As I wrote at the time, “the next time you read or hear about crazed ‘al-Qaeda in Iraq’ terrorists blowing up children or desperate job applicants, keep in mind, according to the Iraqi Interior Ministry, the perpetrators may very well be British SAS goons who cut their teeth killing Irish citizens.”

The CIA ran likewise operations in Vietnam. As former CIA employee Ralph McGehee notes, the “U.S. and Saigon intel services maintained an active list of VC cadre marked for assassination” in the late 1960s. Dubbed Operation Phoenix, the assassination program “called for ‘neutralizing’ 1800 [alleged Viet Cong] a month.” Approximately one third of the Viet Cong targeted for arrest were summarily killed by so-called “security committees” in provincial interrogation centers outside of judicial control and funded by the CIA. More than 40,000 Vietnamese were killed under Operation Phoenix at an estimated cost of nearly $2 billion (see Ralph McGehee, CIA and Operation Phoenix in Vietnam).
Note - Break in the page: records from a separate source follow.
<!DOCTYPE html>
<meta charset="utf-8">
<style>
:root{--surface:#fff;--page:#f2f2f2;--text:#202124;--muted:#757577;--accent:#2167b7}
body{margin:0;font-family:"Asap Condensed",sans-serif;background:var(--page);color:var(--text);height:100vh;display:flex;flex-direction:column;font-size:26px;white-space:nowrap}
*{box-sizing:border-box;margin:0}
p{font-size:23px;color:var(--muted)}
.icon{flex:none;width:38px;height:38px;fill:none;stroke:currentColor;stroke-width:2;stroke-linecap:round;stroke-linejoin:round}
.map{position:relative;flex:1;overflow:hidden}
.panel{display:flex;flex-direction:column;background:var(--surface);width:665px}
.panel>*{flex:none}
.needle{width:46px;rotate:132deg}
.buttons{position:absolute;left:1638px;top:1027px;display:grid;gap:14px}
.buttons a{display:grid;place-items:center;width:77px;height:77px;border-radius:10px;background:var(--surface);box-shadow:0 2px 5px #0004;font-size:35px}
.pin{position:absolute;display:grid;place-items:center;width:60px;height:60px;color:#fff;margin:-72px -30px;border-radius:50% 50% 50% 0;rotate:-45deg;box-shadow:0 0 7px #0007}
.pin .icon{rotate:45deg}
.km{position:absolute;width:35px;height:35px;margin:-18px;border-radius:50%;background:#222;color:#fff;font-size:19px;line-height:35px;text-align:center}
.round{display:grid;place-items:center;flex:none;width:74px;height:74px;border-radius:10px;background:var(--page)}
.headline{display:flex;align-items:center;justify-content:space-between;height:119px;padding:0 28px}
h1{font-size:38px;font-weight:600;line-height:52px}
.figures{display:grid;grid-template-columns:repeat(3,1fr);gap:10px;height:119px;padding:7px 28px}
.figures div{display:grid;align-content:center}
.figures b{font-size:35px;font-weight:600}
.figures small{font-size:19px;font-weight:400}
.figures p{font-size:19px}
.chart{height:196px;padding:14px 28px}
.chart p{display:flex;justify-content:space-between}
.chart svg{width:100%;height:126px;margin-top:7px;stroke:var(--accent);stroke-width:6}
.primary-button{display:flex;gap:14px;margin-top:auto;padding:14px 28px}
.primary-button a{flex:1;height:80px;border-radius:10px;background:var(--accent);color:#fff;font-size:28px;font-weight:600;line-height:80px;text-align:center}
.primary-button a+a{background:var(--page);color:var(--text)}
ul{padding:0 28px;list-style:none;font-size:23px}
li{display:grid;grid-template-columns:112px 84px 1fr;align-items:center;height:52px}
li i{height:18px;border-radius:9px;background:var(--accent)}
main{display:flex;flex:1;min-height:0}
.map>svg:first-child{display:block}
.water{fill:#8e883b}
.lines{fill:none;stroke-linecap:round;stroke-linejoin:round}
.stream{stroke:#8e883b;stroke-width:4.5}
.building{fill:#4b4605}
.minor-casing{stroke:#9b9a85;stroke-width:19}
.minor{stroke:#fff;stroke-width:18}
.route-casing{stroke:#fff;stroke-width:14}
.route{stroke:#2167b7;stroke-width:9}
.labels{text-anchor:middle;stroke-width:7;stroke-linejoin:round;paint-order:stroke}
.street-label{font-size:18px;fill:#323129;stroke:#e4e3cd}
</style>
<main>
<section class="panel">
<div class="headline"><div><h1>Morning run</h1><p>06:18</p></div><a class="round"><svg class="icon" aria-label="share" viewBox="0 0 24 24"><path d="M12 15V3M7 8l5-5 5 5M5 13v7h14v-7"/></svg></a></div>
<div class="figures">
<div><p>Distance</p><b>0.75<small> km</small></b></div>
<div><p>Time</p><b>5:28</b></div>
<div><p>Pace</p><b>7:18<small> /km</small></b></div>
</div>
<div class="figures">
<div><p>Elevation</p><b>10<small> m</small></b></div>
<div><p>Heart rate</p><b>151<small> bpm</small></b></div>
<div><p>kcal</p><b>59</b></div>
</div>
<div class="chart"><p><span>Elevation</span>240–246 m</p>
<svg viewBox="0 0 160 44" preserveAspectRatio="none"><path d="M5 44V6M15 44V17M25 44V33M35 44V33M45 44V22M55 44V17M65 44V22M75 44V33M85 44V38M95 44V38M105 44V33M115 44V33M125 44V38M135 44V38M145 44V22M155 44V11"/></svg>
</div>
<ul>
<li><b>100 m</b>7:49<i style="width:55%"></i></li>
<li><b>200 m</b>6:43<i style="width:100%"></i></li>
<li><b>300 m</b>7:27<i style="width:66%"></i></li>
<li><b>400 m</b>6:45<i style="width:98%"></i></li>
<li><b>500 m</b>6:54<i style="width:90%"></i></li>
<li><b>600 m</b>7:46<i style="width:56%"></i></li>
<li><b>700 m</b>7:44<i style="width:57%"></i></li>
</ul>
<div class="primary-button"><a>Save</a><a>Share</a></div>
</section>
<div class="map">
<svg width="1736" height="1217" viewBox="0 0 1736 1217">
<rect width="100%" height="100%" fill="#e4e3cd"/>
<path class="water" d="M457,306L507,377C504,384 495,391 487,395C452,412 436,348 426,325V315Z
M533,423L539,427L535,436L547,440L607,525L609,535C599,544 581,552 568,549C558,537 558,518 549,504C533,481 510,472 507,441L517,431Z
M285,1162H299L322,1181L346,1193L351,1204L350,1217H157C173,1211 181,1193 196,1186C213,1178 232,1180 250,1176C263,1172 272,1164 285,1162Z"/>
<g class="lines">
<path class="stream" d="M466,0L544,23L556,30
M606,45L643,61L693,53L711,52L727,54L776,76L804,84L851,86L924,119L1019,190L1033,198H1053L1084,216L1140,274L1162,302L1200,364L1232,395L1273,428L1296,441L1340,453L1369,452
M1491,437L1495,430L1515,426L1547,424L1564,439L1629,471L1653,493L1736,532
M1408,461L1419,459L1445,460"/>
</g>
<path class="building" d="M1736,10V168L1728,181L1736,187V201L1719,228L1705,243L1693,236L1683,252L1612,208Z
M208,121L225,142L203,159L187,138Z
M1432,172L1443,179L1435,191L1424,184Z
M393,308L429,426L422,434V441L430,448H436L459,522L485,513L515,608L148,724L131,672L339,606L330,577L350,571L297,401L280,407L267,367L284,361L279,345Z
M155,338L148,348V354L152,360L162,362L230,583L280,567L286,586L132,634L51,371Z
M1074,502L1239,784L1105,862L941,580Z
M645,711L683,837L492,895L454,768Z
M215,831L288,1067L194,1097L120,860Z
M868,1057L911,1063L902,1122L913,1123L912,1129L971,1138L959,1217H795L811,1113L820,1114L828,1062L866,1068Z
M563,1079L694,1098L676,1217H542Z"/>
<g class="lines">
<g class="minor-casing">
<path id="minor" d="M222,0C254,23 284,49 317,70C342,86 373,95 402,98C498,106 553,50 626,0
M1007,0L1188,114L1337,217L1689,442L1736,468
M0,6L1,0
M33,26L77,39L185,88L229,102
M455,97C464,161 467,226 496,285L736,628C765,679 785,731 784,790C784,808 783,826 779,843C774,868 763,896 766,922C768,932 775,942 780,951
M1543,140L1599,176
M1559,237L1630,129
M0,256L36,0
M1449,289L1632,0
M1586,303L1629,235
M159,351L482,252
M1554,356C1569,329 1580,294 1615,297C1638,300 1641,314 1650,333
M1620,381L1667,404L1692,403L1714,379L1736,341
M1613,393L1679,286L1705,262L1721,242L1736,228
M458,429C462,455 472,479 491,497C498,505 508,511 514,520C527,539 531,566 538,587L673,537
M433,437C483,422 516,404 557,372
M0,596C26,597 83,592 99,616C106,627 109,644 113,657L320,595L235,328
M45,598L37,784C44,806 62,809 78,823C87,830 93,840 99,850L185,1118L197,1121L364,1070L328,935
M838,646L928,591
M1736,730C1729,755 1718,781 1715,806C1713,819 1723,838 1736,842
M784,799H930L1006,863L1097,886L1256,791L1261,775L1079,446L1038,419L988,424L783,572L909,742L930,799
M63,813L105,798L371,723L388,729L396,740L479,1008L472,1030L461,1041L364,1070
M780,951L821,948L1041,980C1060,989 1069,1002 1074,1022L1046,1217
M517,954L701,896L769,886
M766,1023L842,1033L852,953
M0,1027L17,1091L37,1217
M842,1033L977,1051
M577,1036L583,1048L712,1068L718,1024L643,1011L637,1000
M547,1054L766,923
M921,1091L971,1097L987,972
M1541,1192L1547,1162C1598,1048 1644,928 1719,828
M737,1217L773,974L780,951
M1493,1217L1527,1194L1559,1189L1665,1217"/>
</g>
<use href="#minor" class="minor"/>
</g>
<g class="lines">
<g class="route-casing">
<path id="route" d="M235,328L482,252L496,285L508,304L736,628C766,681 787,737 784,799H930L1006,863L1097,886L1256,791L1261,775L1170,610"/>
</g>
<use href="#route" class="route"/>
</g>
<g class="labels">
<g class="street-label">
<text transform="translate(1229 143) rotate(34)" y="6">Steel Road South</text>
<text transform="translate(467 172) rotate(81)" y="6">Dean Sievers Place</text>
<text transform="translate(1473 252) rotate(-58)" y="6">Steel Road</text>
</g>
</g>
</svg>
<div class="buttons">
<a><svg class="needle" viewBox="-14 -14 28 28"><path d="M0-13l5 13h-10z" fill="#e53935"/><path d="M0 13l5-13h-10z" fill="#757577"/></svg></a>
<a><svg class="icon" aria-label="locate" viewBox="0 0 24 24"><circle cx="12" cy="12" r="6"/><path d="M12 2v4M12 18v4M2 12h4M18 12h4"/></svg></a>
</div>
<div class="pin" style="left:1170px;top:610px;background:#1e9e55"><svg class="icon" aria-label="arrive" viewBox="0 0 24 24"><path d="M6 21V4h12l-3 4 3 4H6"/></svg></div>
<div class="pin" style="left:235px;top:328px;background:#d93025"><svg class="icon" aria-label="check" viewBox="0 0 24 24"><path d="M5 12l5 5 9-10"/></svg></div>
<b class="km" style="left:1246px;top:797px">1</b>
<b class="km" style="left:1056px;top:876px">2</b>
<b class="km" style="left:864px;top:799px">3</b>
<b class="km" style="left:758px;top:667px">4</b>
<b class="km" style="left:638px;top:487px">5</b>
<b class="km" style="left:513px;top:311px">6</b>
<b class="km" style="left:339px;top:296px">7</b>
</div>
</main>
The collaborative effort between the British SAS and America’s Delta Force is obviously designed to take out the leadership of the Iraqi resistance, led by a disparate and not necessarily connected combination of former Ba’athists, nationalists, Sunni and Shi’a militias. It is intended to decimate the leadership — referred to as “al-Qaeda in Iraq” terrorists in the corporate media — as the United States prepares to downsize its presence in Iraq and shift emphasis under a new administration to Afghanistan.